### What you will do
What must be handed in is the entire listing, exactly as written, with no pictures.

### Data provided
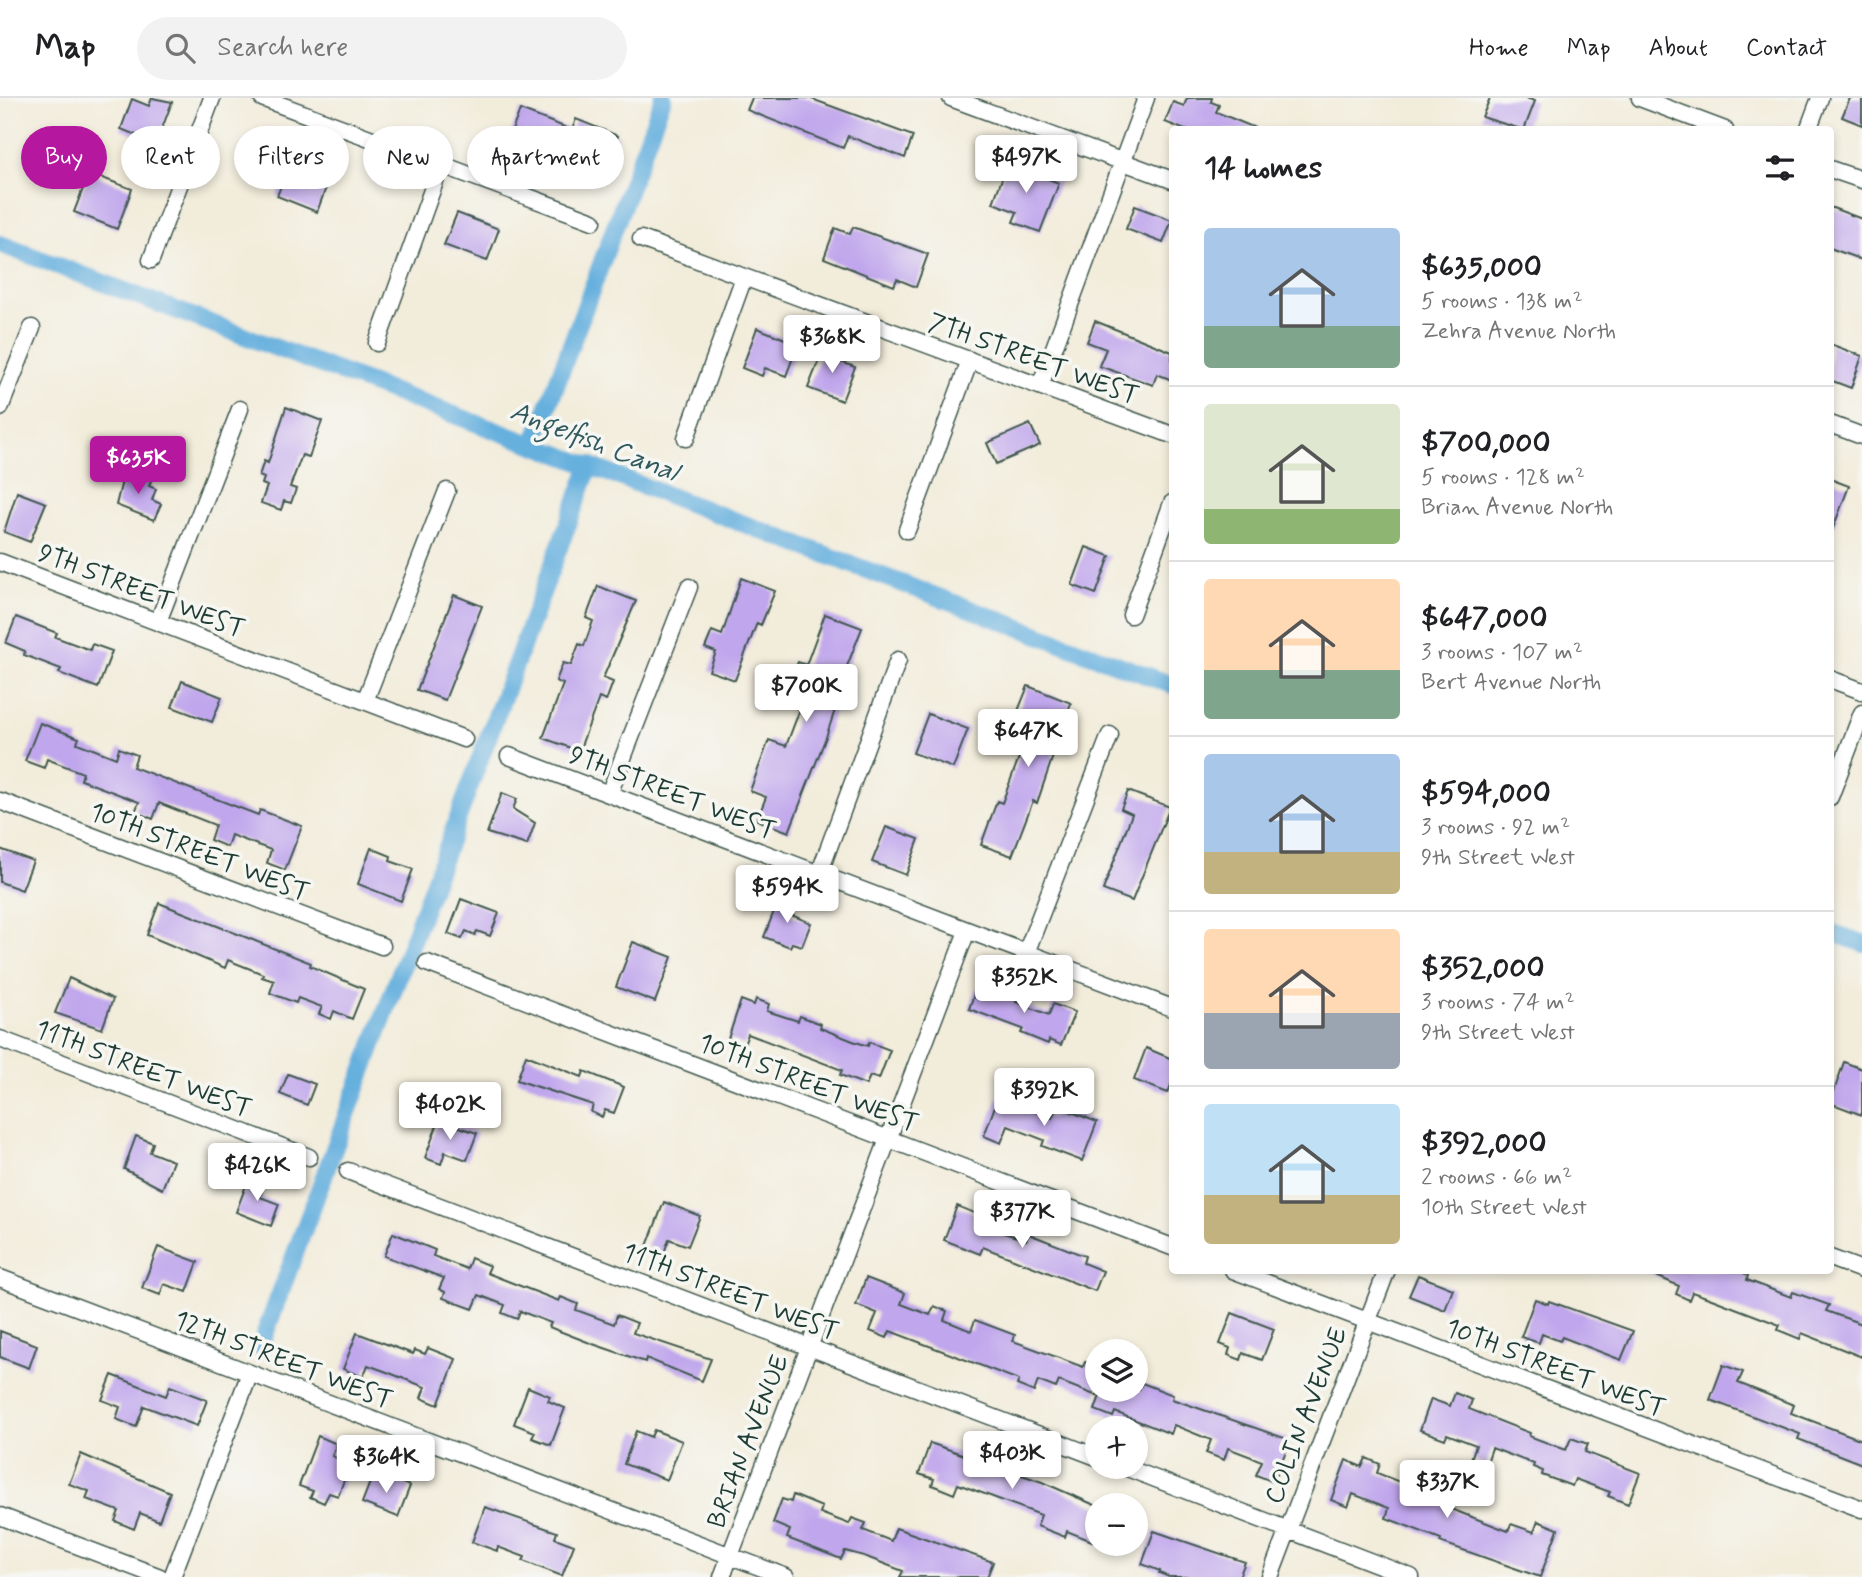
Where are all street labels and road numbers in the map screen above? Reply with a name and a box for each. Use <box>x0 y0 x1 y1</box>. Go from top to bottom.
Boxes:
street label: 7TH STREET WEST <box>923 306 1143 414</box>
street label: 9TH STREET WEST <box>33 537 250 647</box>
street label: 9TH STREET WEST <box>564 739 781 849</box>
street label: 10TH STREET WEST <box>85 795 314 910</box>
street label: 11TH STREET WEST <box>30 1013 256 1127</box>
street label: 10TH STREET WEST <box>694 1026 923 1141</box>
street label: 11TH STREET WEST <box>617 1236 843 1350</box>
street label: 12TH STREET WEST <box>169 1303 398 1418</box>
street label: 10TH STREET WEST <box>1441 1311 1670 1426</box>
street label: COLIN AVENUE <box>1258 1322 1356 1509</box>
street label: BRIAN AVENUE <box>700 1350 798 1533</box>

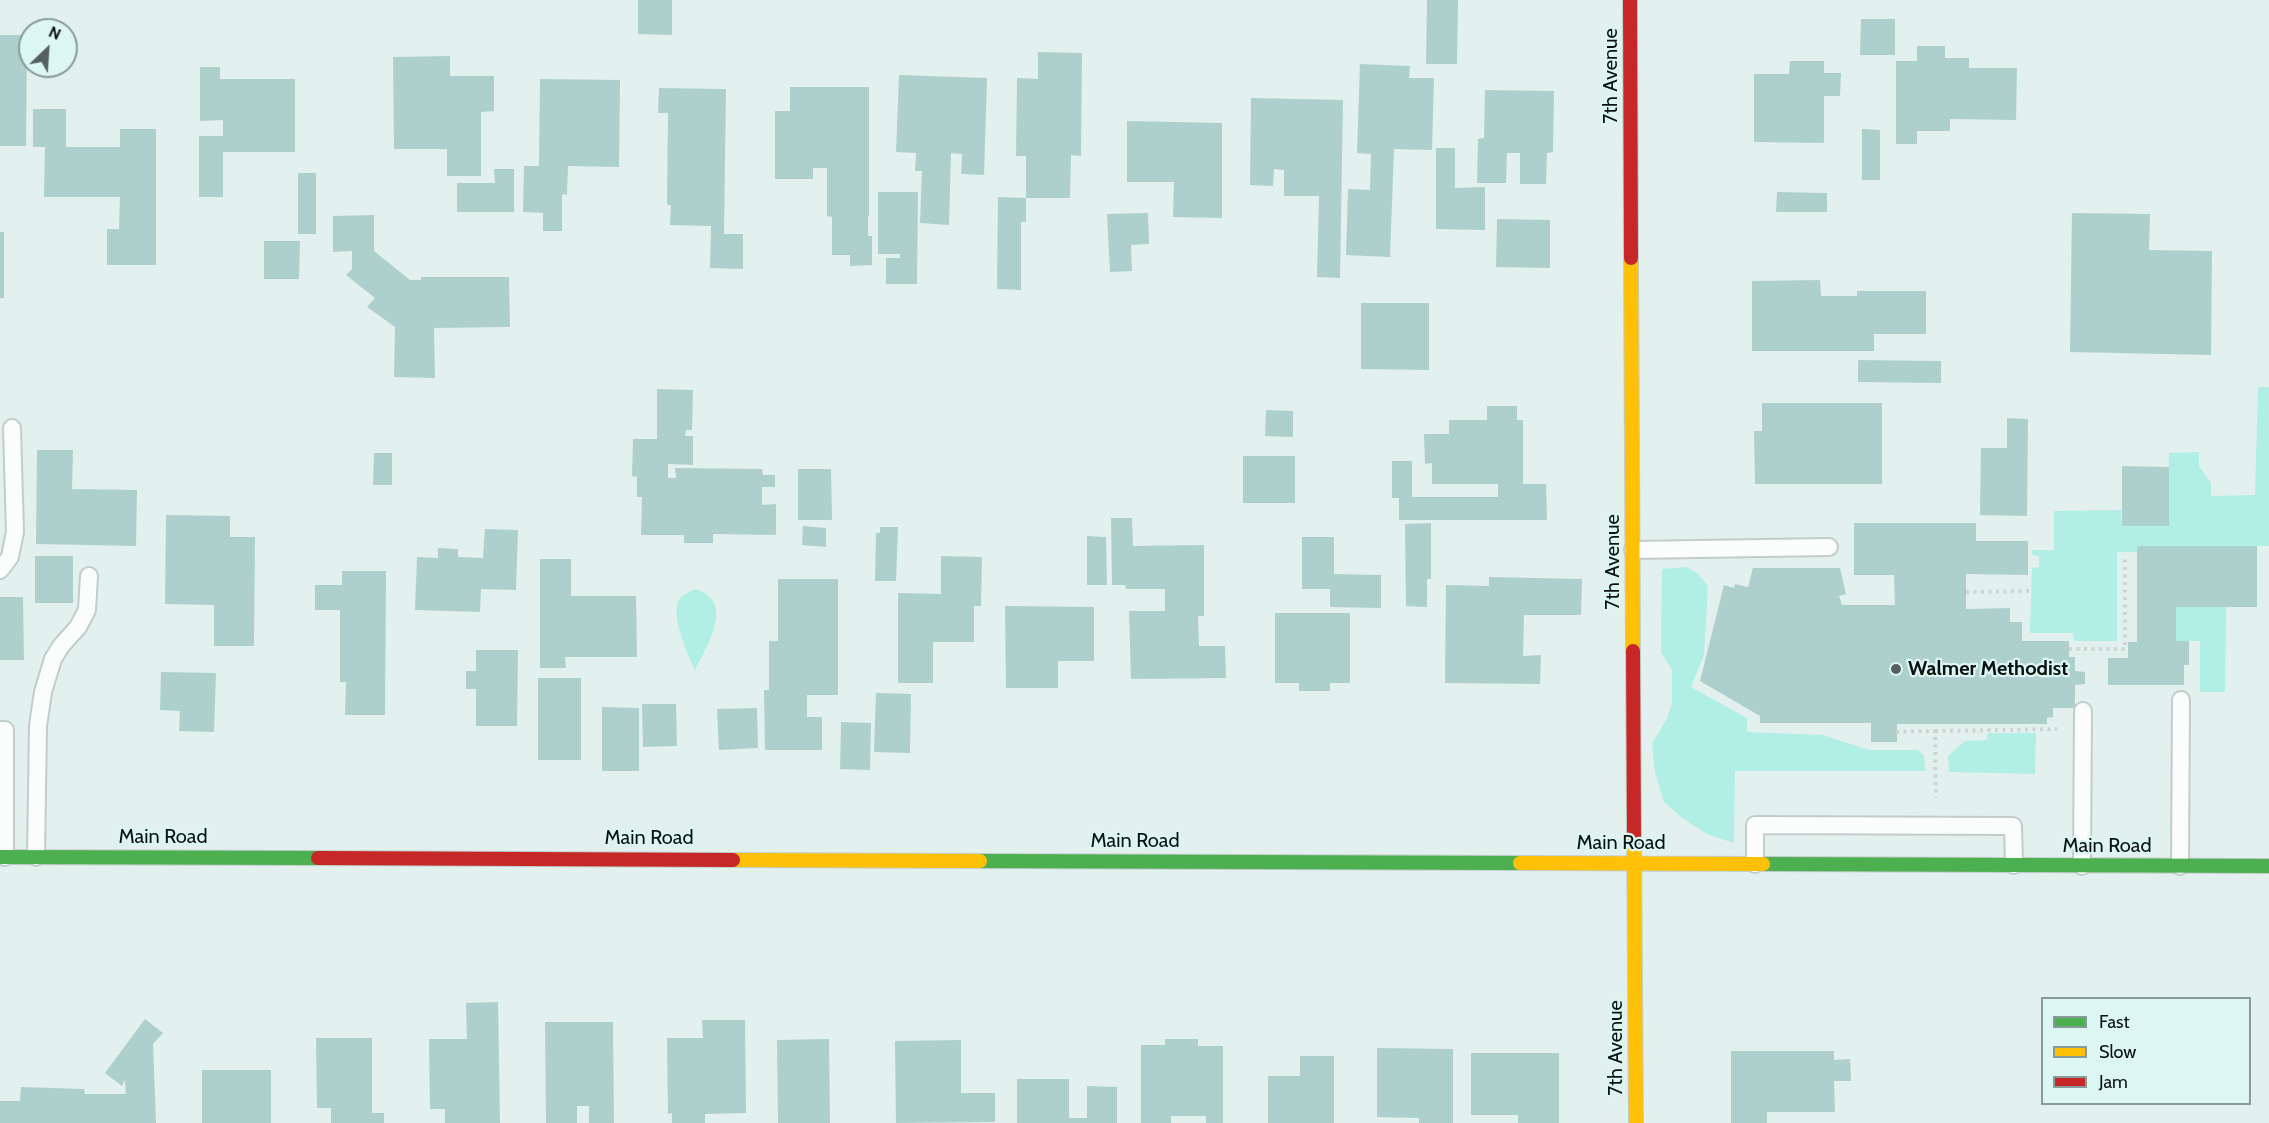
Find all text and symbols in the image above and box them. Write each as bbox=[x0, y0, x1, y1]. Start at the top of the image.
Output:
north arrow bbox=[18, 18, 78, 78]
text: N bbox=[46, 22, 64, 44]
street label: 7th Avenue bbox=[1599, 28, 1623, 124]
street label: 7th Avenue bbox=[1601, 514, 1625, 610]
place label: Walmer Methodist bbox=[1908, 657, 2068, 681]
marker: Walmer Methodist bbox=[1889, 662, 1903, 676]
street label: Main Road bbox=[118, 825, 208, 849]
street label: Main Road bbox=[604, 826, 694, 850]
street label: Main Road bbox=[1090, 829, 1180, 853]
street label: Main Road bbox=[1576, 831, 1666, 855]
street label: Main Road bbox=[2062, 834, 2152, 858]
legend bbox=[2041, 997, 2251, 1105]
street label: 7th Avenue bbox=[1604, 1000, 1628, 1096]
text: Fast bbox=[2099, 1011, 2130, 1033]
text: Slow bbox=[2099, 1041, 2136, 1063]
text: Jam bbox=[2099, 1071, 2128, 1093]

### Solution to the problem
Where are all street labels and road numbers in the map screen above? Reply with a name and a box for each. Use <box>x0 y0 x1 y1</box>. Go from top to bottom.
Boxes:
street label: 7TH STREET WEST <box>923 306 1143 414</box>
street label: 9TH STREET WEST <box>33 537 250 647</box>
street label: 9TH STREET WEST <box>564 739 781 849</box>
street label: 10TH STREET WEST <box>85 795 314 910</box>
street label: 11TH STREET WEST <box>30 1013 256 1127</box>
street label: 10TH STREET WEST <box>694 1026 923 1141</box>
street label: 11TH STREET WEST <box>617 1236 843 1350</box>
street label: 12TH STREET WEST <box>169 1303 398 1418</box>
street label: 10TH STREET WEST <box>1441 1311 1670 1426</box>
street label: COLIN AVENUE <box>1258 1322 1356 1509</box>
street label: BRIAN AVENUE <box>700 1350 798 1533</box>

Find all text and symbols in the image above and box them. Write each as bbox=[x0, y0, x1, y1]. Start at the top of the image.
Output:
north arrow bbox=[18, 18, 78, 78]
text: N bbox=[46, 22, 64, 44]
street label: 7th Avenue bbox=[1599, 28, 1623, 124]
street label: 7th Avenue bbox=[1601, 514, 1625, 610]
place label: Walmer Methodist bbox=[1908, 657, 2068, 681]
marker: Walmer Methodist bbox=[1889, 662, 1903, 676]
street label: Main Road bbox=[118, 825, 208, 849]
street label: Main Road bbox=[604, 826, 694, 850]
street label: Main Road bbox=[1090, 829, 1180, 853]
street label: Main Road bbox=[1576, 831, 1666, 855]
street label: Main Road bbox=[2062, 834, 2152, 858]
legend bbox=[2041, 997, 2251, 1105]
street label: 7th Avenue bbox=[1604, 1000, 1628, 1096]
text: Fast bbox=[2099, 1011, 2130, 1033]
text: Slow bbox=[2099, 1041, 2136, 1063]
text: Jam bbox=[2099, 1071, 2128, 1093]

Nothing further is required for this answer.